El nuevo Reglamento mantiene la distinción de tres tipos de firmas electrónicas dependiendo de su nivel de seguridad por garantizar, o no, la integridad de los documentos que se firman y por identificar al firmante:

  1. Firma electrónica simple: los datos en formato electrónico anejos a otros datos electrónicos o asociados de manera lógica con ellos que utiliza el firmante para firmar.
  2. Firma electrónica avanzada: permite identificar al firmante y detectar cualquier cambio ulterior de los datos firmados, que está vinculada al firmante de manera única y a los datos a que se refiere y que ha sido creada por medios que el firmante puede mantener bajo su exclusivo control.
  3. Firma electrónica cualificada: firma electrónica avanzada basada en un certificado reconocido y generada mediante un dispositivo seguro de creación de firma. 

El Reglamento reitera que las firmas electrónicas son legalmente vinculantes y admisibles como pruebas válidas ante cualquier tribunal, tal y como se establece en su artículo 25.1:

 “No se denegarán efectos jurídicos ni admisibilidad como prueba en procedimientos judiciales a una firma electrónica por el mero hecho de ser una firma electrónica o porque no cumpla los requisitos de la firma electrónica cualificada.”

La opción de firma más utilizada por las empresas y particulares que de forma frecuente tienen que firmar a distancia es la firma electrónica avanzada, ya que la cualificada está destinada básicamente a trámites con las administraciones públicas y operativamente es más compleja.

¿Es válido igualmente el documento sin firma electrónica?

Sí. Además de tener en cuenta la LSSI, debemos partir del art. 1278 del Código Civil donde se establece el principio de libertad de forma en la prestación del consentimiento y concretamente los art. 1261 y art.1262 del mismo Código donde se concluye que el contrato será válido cualquiera que sea la forma de su celebración, incluyendo el electrónico,  siempre que en él concurran las condiciones esenciales para su validez. 

Por tanto, la validez de cualquier acuerdo alcanzado en soporte electrónico existirá cuando concurra el consentimiento de los contratantes (además del objeto cierto y causa lícita) y por consiguiente, los contratos electrónicos celebrados sin firma electrónica son perfectamente válidos.

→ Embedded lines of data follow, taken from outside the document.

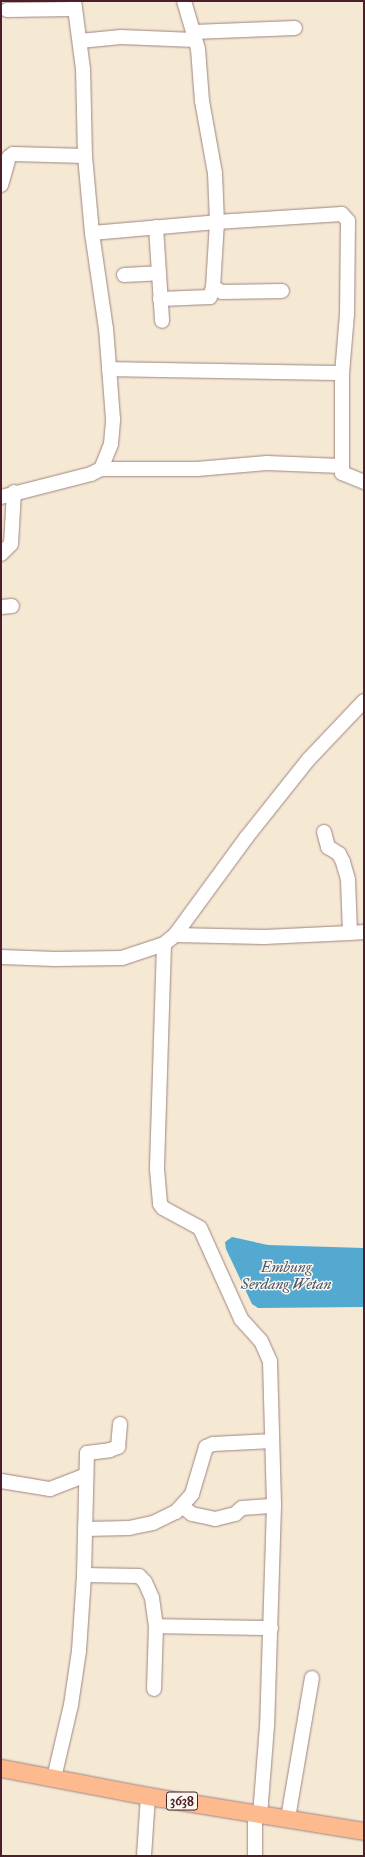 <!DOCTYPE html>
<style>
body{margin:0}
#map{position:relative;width:365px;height:1857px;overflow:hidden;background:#f6e9d4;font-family:"IM FELL Great Primer",serif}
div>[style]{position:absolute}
.water>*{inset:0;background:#53a9cf}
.roads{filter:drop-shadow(0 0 1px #a08480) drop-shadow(0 0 1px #a08480)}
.minor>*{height:14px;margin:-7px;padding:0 7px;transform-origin:7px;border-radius:7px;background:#fff}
.major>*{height:17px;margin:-8.5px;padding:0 8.5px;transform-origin:8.5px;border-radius:8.5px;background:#fcba8e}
span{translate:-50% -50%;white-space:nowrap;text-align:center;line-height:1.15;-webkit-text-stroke:3px #fbf7ec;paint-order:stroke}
.shield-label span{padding:1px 3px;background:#fbf7ec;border:1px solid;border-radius:3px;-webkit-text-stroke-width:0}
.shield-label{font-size:13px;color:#4a1f2b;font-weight:700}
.water-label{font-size:15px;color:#4e566d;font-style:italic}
.frame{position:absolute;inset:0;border:2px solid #4a1f2b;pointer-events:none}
</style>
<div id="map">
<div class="water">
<i style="clip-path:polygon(232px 1237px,268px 1245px,364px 1248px,364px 1307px,258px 1308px,252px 1304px,226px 1249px,225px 1242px)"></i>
</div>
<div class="roads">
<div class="minor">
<i style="left:184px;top:1px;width:50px;rotate:73.7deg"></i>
<i style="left:198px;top:49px;width:52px;rotate:85.6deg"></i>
<i style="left:202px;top:101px;width:73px;rotate:79.8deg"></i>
<i style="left:215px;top:173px;width:49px;rotate:87.7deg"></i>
<i style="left:217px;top:222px;width:125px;rotate:-3.7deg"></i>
<i style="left:342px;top:214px;width:9px;rotate:49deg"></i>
<i style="left:348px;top:221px;width:93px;rotate:90.6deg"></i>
<i style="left:347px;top:314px;width:59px;rotate:94.8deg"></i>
<i style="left:342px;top:373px;width:100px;rotate:90deg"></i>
<i style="left:342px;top:473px;width:24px;rotate:22deg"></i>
<i style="left:7px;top:10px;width:67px;rotate:-0.9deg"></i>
<i style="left:193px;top:32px;width:102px;rotate:-2.2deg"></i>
<i style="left:80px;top:41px;width:41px;rotate:-5.6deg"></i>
<i style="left:121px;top:37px;width:74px;rotate:2.3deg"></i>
<i style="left:1px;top:185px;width:29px;rotate:-74deg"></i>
<i style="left:9px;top:157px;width:5px;rotate:-37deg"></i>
<i style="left:13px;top:154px;width:72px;rotate:1.6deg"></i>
<i style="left:156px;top:227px;width:94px;rotate:86.3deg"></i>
<i style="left:92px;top:233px;width:125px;rotate:-5deg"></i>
<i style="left:217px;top:222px;width:65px;rotate:93.5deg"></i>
<i style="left:213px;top:287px;width:10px;rotate:29deg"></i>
<i style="left:222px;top:292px;width:60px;rotate:-1deg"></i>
<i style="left:124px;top:275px;width:35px;rotate:-3deg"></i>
<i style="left:160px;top:299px;width:50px;rotate:-2.3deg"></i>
<i style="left:210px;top:297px;width:10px;rotate:-73deg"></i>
<i style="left:109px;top:369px;width:233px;rotate:1deg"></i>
<i style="left:101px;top:469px;width:96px"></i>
<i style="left:197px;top:469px;width:70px;rotate:-4.9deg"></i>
<i style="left:267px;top:463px;width:74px;rotate:2.3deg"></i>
<i style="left:1px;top:497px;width:93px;rotate:-14.3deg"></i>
<i style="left:91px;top:474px;width:11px;rotate:-27deg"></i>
<i style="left:101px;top:469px;width:27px;rotate:-68deg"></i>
<i style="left:111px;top:444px;width:25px;rotate:-85deg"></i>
<i style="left:113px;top:419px;width:90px;rotate:-94.4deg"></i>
<i style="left:106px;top:329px;width:97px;rotate:-98.3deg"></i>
<i style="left:92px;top:233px;width:77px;rotate:-95.2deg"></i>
<i style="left:85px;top:156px;width:87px;rotate:-91.3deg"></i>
<i style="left:83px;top:69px;width:69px;rotate:-97.5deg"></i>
<i style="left:1px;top:554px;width:14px;rotate:-45deg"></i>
<i style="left:11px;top:544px;width:52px;rotate:-86.7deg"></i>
<i style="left:1px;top:607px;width:11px;rotate:-5deg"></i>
<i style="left:324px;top:832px;width:16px;rotate:75deg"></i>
<i style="left:328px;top:847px;width:13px;rotate:32deg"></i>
<i style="left:339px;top:854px;width:9px;rotate:63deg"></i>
<i style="left:343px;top:862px;width:19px;rotate:74deg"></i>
<i style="left:348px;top:880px;width:53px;rotate:87.8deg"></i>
<i style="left:350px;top:933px;width:14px;rotate:-4deg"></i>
<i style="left:175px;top:935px;width:89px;rotate:1.3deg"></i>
<i style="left:264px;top:937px;width:86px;rotate:-2.7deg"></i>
<i style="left:164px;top:944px;width:225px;rotate:91.8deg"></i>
<i style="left:157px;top:1169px;width:35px;rotate:85deg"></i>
<i style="left:160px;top:1204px;width:5px;rotate:53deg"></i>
<i style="left:163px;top:1208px;width:42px;rotate:28.4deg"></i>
<i style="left:200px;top:1228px;width:100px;rotate:65.7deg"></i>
<i style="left:241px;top:1319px;width:30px;rotate:48deg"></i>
<i style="left:261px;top:1341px;width:22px;rotate:66deg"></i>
<i style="left:270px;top:1361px;width:145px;rotate:88.4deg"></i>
<i style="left:274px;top:1506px;width:220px;rotate:91.8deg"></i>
<i style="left:267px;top:1726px;width:88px;rotate:94.5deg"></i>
<i style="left:1px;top:957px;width:54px;rotate:2.1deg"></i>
<i style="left:55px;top:959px;width:67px;rotate:-0.9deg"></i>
<i style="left:122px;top:958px;width:44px;rotate:-18.4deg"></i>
<i style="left:164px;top:944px;width:14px;rotate:-39deg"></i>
<i style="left:175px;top:935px;width:120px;rotate:-53.8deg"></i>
<i style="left:246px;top:838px;width:100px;rotate:-51.5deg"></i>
<i style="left:308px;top:760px;width:81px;rotate:-46.5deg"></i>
<i style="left:1px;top:1481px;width:50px;rotate:9.3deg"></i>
<i style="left:50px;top:1489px;width:39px;rotate:-21deg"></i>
<i style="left:183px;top:1507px;width:11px;rotate:38deg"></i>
<i style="left:192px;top:1514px;width:24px;rotate:12deg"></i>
<i style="left:215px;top:1519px;width:21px;rotate:-14deg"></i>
<i style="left:235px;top:1514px;width:9px;rotate:-41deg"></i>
<i style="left:242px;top:1508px;width:32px;rotate:-4deg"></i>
<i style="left:85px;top:1529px;width:44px;rotate:-1.3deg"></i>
<i style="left:129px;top:1528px;width:25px;rotate:-12deg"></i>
<i style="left:153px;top:1523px;width:25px;rotate:-26deg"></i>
<i style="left:176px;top:1512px;width:24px;rotate:-48deg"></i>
<i style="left:192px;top:1494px;width:49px;rotate:-73.4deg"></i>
<i style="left:206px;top:1447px;width:8px;rotate:-23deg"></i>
<i style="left:213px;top:1444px;width:59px;rotate:-2.9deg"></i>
<i style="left:84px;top:1575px;width:55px;rotate:1deg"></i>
<i style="left:139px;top:1576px;width:8px;rotate:45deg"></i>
<i style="left:145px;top:1582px;width:17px;rotate:66deg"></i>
<i style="left:152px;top:1598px;width:28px;rotate:82deg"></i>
<i style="left:156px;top:1626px;width:63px;rotate:91.8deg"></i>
<i style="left:156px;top:1626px;width:115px;rotate:1deg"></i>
<i style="left:54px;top:1778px;width:75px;rotate:-76.9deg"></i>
<i style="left:71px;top:1705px;width:55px;rotate:-81.6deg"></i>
<i style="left:79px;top:1651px;width:76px;rotate:-86.2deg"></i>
<i style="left:84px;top:1575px;width:122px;rotate:-88.6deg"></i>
<i style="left:87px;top:1453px;width:23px;rotate:-7deg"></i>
<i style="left:110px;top:1450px;width:9px;rotate:-21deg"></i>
<i style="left:118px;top:1447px;width:23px;rotate:-85deg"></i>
<i style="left:288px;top:1818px;width:142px;rotate:-80.3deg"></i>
<i style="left:144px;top:1856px;width:60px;rotate:-86.2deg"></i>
<i style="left:255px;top:1856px;width:44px;rotate:-90deg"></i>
</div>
<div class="major">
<i style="left:1px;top:1768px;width:150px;rotate:10.8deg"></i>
<i style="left:148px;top:1796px;width:219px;rotate:9.2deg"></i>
</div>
</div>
<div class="shield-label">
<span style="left:182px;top:1801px">3638</span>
</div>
<div class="water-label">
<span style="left:286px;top:1276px">Embung<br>Serdang Wetan</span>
</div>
<div class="frame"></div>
</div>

Así pues, partiendo de que la firma electrónica permite suscribir contratos a distancia, dar integridad, autenticidad y seguridad a los documentos tratados de forma telemática,  no es un requisito “sine qua non” para que los mismos tengan validez ya que será suficiente la concurrencia de voluntades que reúnan los requisitos establecidos para el surgimiento del contrato electrónico, el cual podrá ser ser expresado sin sujeción a ninguna forma concreta.